Publication Date

January 1, 2004

Four decades after it first published a detailed examination of the state of graduate history education in the United States, the AHA again brings to the community of historians a comprehensive report on the current situation. The culmination of a multiyear inquiry into the structure and nature of graduate history education today, The Education of Historians for the Twenty-first Century has just been published by the University of Illinois Press for the AHA. A special workshop dedicated to a discussion of the issues raised in the book is being held (just before the 118th annual meeting commences) on January 8, 2004 in the Maryland Suite A of the Marriott Wardman Park from 1:00 p.m. to 5:15 p.m. All interested in the challenges of graduate education in history are invited to attend the workshop.

The 1962 report on the subject addressed such issues as the supply and demand for teachers, student recruitment, and the best training for advanced degrees, and set a benchmark for judging the study of history. But the passage of time required a new inquiry. With a substantial grant from the Carnegie Corporation of New York, the AHA set up a committee—the Committee on Graduate Education—to examine and report upon these and other related issues. The Education of Historians for the Twenty-first Century carefully documents and incisively analyzes the conclusions of this recent study based on the intensive work of the committee.

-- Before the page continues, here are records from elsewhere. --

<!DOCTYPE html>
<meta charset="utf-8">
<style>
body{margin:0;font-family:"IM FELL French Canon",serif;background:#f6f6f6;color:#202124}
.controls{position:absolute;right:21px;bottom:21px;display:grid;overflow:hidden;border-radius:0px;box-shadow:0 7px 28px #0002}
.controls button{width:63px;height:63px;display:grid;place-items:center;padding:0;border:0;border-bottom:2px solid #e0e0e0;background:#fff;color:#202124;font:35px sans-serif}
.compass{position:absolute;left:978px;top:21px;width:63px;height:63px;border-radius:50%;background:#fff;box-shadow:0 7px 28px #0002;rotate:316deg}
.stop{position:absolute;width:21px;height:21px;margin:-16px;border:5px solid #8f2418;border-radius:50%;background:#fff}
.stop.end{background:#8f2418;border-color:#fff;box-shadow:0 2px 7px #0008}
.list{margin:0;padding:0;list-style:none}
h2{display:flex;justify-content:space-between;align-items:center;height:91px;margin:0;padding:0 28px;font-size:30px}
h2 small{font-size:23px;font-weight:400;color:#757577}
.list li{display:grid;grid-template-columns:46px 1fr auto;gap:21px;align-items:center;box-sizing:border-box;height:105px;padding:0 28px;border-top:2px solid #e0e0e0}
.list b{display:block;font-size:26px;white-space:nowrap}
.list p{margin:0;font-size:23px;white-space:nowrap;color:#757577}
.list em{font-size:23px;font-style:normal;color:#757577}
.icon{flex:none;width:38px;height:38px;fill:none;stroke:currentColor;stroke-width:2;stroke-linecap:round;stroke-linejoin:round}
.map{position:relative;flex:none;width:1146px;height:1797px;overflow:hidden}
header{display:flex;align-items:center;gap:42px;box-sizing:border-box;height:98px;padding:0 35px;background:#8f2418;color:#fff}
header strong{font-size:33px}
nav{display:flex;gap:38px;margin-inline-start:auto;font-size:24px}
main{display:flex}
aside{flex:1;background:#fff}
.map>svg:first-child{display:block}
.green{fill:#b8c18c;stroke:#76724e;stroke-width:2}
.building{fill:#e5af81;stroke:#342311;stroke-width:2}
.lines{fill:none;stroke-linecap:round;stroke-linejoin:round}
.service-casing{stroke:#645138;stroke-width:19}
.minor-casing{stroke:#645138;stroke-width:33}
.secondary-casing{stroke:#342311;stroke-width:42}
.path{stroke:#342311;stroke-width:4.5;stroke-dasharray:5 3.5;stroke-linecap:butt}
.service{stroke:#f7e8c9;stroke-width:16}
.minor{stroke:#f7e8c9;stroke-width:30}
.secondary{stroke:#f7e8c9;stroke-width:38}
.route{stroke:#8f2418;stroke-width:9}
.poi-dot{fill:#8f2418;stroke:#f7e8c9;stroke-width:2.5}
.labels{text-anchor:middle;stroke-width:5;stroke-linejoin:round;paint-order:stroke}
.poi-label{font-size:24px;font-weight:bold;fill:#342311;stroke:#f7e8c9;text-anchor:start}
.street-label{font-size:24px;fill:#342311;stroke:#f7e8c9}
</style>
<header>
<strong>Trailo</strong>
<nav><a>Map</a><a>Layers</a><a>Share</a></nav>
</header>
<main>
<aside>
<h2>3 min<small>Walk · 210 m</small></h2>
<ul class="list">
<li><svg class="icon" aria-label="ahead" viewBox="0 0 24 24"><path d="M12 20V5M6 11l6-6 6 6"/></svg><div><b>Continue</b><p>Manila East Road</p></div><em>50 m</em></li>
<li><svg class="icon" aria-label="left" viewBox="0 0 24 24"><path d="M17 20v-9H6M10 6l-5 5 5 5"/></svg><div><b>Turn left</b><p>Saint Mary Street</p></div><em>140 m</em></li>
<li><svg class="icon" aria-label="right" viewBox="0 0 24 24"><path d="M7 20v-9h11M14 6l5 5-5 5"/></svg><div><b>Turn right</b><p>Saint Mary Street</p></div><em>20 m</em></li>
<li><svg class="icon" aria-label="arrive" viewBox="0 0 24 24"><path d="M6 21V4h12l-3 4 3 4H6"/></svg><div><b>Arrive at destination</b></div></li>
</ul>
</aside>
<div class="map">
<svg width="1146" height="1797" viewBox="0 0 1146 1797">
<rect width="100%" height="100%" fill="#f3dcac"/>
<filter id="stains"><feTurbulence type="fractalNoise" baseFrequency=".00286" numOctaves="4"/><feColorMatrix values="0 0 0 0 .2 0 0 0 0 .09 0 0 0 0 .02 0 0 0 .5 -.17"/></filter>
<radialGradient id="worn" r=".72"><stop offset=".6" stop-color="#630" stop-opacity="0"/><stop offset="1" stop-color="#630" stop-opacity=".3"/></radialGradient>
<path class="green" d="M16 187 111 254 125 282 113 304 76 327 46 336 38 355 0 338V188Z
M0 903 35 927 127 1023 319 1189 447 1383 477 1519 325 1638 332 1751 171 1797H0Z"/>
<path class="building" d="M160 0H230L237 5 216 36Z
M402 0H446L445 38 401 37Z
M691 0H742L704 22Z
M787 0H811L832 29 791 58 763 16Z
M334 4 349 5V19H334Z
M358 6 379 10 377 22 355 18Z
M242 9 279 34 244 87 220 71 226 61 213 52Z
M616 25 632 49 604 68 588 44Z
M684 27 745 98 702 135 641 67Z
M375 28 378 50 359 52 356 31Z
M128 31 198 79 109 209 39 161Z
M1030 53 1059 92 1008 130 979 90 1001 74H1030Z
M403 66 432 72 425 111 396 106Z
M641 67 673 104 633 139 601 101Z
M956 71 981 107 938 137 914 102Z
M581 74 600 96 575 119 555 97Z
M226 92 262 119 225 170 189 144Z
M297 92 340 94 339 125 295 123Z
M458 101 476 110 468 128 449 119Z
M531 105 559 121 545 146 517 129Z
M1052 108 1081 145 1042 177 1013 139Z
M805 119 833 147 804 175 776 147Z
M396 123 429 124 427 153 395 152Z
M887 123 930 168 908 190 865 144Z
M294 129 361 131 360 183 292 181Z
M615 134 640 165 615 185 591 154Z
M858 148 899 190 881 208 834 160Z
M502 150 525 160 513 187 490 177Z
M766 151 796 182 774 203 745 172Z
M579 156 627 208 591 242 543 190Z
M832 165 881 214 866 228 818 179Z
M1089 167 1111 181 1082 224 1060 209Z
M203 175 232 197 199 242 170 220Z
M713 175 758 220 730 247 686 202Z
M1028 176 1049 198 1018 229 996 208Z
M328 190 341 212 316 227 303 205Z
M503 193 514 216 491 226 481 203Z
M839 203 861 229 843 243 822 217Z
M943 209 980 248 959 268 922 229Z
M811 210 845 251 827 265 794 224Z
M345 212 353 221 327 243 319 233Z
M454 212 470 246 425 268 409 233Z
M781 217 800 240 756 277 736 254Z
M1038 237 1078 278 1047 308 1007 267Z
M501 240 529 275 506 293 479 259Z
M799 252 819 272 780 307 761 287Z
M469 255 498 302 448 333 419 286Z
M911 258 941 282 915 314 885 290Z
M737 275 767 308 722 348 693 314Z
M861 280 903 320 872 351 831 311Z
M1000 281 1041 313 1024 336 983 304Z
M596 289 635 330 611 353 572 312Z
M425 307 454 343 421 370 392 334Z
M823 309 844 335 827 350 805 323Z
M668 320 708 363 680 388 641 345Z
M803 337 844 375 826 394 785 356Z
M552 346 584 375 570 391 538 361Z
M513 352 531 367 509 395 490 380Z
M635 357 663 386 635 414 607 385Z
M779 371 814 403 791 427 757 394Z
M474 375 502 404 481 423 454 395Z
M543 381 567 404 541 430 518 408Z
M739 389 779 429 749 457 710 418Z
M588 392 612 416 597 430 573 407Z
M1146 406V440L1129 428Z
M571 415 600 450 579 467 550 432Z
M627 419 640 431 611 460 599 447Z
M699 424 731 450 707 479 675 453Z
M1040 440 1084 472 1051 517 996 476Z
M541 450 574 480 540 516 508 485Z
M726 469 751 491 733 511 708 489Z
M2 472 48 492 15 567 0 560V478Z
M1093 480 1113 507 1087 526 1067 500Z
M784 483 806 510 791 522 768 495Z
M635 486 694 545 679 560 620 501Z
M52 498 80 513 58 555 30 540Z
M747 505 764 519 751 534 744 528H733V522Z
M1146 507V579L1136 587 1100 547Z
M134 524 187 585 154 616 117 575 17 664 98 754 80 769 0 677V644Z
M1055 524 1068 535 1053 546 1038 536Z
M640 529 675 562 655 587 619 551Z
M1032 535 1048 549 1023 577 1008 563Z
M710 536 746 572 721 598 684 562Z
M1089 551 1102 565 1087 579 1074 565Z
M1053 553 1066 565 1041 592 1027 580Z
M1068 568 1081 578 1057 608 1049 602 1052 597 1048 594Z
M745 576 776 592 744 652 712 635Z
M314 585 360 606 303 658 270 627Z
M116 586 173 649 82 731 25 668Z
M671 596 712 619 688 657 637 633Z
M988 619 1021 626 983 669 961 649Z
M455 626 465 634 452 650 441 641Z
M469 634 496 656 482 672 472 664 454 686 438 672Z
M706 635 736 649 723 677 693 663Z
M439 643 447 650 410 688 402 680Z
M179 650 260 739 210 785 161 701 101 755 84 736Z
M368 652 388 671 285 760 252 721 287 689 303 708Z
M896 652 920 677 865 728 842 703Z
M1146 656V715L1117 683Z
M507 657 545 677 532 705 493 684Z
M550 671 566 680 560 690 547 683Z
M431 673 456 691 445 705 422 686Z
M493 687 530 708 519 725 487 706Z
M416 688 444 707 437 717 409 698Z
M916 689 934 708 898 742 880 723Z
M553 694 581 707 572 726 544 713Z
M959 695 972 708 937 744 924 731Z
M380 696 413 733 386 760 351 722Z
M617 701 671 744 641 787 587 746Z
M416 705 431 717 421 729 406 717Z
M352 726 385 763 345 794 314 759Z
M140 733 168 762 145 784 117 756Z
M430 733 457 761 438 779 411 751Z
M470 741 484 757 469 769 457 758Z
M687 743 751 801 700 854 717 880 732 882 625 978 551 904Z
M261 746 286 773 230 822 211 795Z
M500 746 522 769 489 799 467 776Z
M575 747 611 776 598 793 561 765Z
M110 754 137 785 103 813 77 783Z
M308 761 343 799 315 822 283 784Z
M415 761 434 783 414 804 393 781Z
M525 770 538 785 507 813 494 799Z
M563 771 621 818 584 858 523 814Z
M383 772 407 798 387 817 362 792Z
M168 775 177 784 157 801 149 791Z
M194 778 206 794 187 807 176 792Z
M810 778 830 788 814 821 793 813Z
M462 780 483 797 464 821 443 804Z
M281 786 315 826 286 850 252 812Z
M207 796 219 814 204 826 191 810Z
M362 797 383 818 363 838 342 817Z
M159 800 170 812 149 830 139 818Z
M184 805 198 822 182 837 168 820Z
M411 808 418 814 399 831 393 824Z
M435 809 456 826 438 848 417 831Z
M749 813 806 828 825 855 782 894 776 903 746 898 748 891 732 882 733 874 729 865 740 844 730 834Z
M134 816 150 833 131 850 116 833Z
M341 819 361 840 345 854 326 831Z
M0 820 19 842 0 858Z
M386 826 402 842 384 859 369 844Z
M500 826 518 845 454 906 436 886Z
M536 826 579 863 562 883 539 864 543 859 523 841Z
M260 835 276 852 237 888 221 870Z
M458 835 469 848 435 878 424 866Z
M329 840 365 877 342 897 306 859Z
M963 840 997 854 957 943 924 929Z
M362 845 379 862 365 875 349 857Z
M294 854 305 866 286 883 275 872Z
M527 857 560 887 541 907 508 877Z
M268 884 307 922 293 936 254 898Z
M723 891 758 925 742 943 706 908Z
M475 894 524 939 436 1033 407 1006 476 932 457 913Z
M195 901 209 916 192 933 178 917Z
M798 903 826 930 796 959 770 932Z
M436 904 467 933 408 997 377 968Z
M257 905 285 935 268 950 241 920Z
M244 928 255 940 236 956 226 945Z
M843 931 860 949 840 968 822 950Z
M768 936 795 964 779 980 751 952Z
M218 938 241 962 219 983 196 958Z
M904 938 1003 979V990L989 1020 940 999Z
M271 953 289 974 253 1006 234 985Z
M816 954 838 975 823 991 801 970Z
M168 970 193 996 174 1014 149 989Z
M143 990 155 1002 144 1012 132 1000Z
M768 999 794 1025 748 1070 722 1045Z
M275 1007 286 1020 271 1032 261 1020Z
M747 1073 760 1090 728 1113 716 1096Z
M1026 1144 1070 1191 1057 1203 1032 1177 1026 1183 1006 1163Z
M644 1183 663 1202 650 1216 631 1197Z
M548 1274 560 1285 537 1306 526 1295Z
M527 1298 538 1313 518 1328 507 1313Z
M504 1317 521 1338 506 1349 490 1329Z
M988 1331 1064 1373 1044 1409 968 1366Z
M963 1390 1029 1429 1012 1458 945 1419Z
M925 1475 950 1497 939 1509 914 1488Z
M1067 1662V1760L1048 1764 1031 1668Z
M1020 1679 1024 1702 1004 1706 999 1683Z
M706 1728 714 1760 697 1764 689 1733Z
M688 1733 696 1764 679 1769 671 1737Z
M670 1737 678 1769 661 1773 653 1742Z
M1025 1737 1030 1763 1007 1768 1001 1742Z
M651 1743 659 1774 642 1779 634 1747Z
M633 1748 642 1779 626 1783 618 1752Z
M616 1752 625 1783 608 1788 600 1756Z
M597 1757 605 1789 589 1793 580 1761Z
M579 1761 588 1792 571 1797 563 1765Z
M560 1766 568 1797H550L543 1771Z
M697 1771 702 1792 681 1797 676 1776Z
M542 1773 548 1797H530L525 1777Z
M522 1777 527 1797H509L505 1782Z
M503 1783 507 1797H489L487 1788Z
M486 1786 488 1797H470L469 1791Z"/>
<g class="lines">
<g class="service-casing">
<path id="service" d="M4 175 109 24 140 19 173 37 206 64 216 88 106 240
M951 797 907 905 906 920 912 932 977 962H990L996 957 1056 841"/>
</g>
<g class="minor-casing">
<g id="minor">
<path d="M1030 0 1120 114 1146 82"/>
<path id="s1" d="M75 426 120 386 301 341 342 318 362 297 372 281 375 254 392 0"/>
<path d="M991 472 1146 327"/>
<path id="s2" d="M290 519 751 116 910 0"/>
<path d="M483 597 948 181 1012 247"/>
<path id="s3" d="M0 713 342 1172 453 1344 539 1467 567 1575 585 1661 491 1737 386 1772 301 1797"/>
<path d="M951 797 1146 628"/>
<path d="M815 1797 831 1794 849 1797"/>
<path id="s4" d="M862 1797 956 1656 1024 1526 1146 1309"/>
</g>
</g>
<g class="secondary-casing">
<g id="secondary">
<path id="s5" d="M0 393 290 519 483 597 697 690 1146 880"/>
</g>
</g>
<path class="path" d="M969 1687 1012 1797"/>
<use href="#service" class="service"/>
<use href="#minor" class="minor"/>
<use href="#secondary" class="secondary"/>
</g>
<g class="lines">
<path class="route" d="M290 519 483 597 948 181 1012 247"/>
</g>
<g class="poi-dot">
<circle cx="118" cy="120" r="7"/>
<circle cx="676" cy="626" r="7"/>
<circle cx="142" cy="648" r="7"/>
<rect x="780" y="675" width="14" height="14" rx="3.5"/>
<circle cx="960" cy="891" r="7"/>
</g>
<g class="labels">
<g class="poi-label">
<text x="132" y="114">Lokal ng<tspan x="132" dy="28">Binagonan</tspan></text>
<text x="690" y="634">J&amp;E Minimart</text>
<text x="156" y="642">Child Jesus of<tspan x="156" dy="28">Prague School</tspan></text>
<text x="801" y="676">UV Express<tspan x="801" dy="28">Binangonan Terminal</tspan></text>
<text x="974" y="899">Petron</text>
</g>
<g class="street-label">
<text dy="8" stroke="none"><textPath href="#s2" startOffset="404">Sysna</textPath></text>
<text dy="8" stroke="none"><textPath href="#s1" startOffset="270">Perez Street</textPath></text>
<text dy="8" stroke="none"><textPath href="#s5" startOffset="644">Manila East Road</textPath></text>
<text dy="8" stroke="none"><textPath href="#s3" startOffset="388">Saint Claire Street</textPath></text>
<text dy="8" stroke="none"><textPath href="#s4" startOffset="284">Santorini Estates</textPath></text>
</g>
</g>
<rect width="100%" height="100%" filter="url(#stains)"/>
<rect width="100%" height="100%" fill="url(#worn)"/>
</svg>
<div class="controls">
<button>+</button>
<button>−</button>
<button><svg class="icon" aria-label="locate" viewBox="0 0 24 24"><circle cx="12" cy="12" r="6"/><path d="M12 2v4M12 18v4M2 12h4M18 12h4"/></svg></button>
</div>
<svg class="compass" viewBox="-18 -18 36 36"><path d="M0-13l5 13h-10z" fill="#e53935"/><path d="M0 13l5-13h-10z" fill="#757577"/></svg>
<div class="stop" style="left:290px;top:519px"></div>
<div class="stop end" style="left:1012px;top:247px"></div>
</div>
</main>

Both the American academy and the study of history have been dramatically transformed since the original investigation, but doctoral programs in history have barely changed. This report explains why, and offers concrete, practical recommendations for improving graduate education. The Education of Historians for the Twenty-first Century stands as the first exploration of graduate training for historians in more than 40 years and the best available study of doctoral education in any major academic discipline.

The report reflects the views and efforts of a cross-section of the entire historical profession. It builds upon a detailed review of the existing research and data on graduate education, plus an unprecedented and exhaustive survey of history doctoral programs. The authors visited history departments across the country and consulted with hundreds of individual historians, graduate students, deans, academic and nonacademic employers of historians, as well as other stakeholders in graduate education.

In the last 40 years, the ethnic and gender composition of both graduate students and faculty has changed, historical methodologies have been challenged and refined, and the boundaries of historical inquiry have expanded. The Education of Historians for the Twenty-first Century addresses all of these revolutionary intellectual and demographic changes. Combining a detailed snapshot of the profession with a rigorous analysis of recent changes, this volume should become the definitive guide to strategic planning for history departments. It includes practical suggestions for managing institutional change as well as advice for everyone involved in the advanced training of historians, from department chairs to graduate students, and from university administrators to the AHA itself.

Although focused on history, there are lessons here for any department. The Education of Historians for the Twenty-first Century is a model of in-depth analysis for doctoral education, with recommendations and analyses that will have implications for the entire academy. Historians, graduate students, university administrators, or anyone interested in the future of higher education will derive much from this book.